TASK OBJECTIVE:
Restate the data below word for word. Skip any images it contains.

Segment Start: TASK MATERIAL

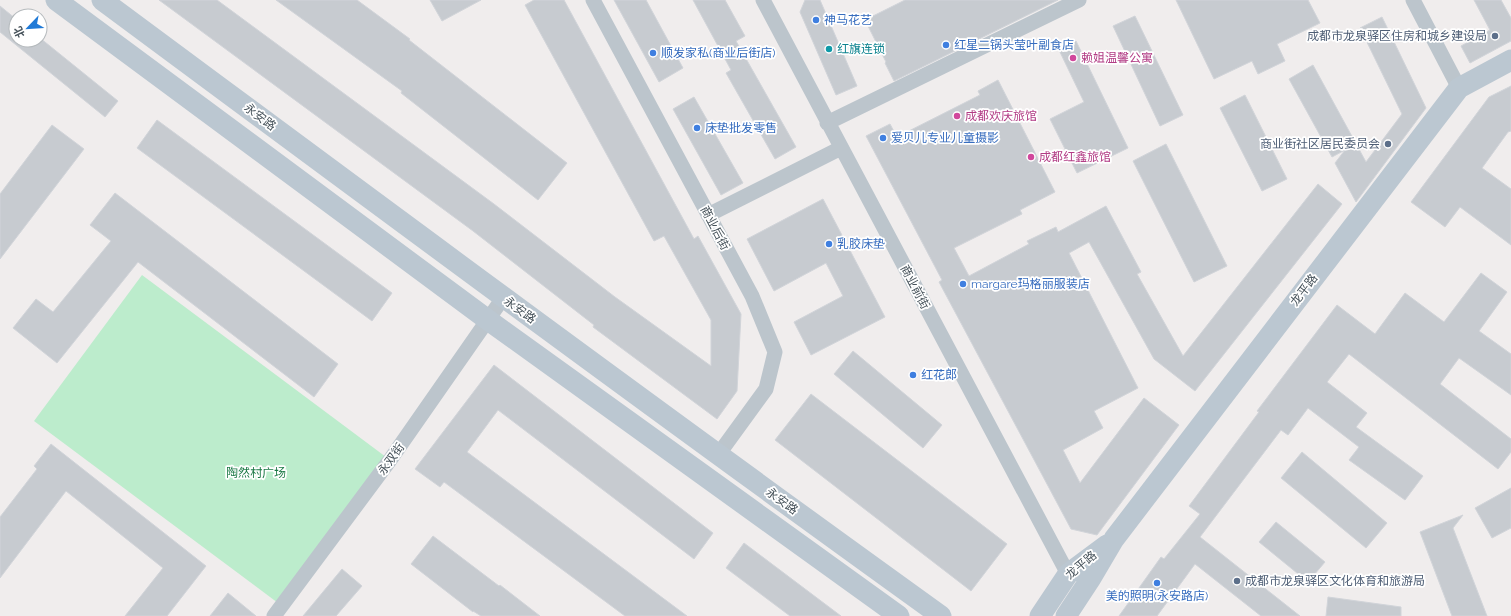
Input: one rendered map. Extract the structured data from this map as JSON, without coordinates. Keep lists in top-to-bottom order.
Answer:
{
  "streets": {
    "street": [
      "永安路",
      "商业后街",
      "商业前街",
      "龙平路",
      "永双街"
    ]
  },
  "crossings": [
    ["永安路", "商业后街"],
    ["永安路", "永双街"],
    ["商业前街", "龙平路"]
  ],
  "parks": ["陶然村广场"],
  "places": [
    "神马花艺",
    "成都市龙泉驿区住房和城乡建设局",
    "红星二锅头莹叶副食店",
    "红旗连锁",
    "顺发家私(商业后街店)",
    "赖姐温馨公寓",
    "成都欢庆旅馆",
    "床垫批发零售",
    "爱贝儿专业儿童摄影",
    "商业街社区居民委员会",
    "成都红鑫旅馆",
    "乳胶床垫",
    "margare玛格丽服装店",
    "红花郎",
    "成都市龙泉驿区文化体育和旅游局",
    "美的照明(永安路店)"
  ],
  "north": "bottom left"
}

Segment End: TASK MATERIAL

FINISHED TASK:
Input: one rendered map. Extract the structured data from this map as JSON, without coordinates. Keep lists in top-to-bottom order.
Answer:
{
  "streets": {
    "street": [
      "永安路",
      "商业后街",
      "商业前街",
      "龙平路",
      "永双街"
    ]
  },
  "crossings": [
    ["永安路", "商业后街"],
    ["永安路", "永双街"],
    ["商业前街", "龙平路"]
  ],
  "parks": ["陶然村广场"],
  "places": [
    "神马花艺",
    "成都市龙泉驿区住房和城乡建设局",
    "红星二锅头莹叶副食店",
    "红旗连锁",
    "顺发家私(商业后街店)",
    "赖姐温馨公寓",
    "成都欢庆旅馆",
    "床垫批发零售",
    "爱贝儿专业儿童摄影",
    "商业街社区居民委员会",
    "成都红鑫旅馆",
    "乳胶床垫",
    "margare玛格丽服装店",
    "红花郎",
    "成都市龙泉驿区文化体育和旅游局",
    "美的照明(永安路店)"
  ],
  "north": "bottom left"
}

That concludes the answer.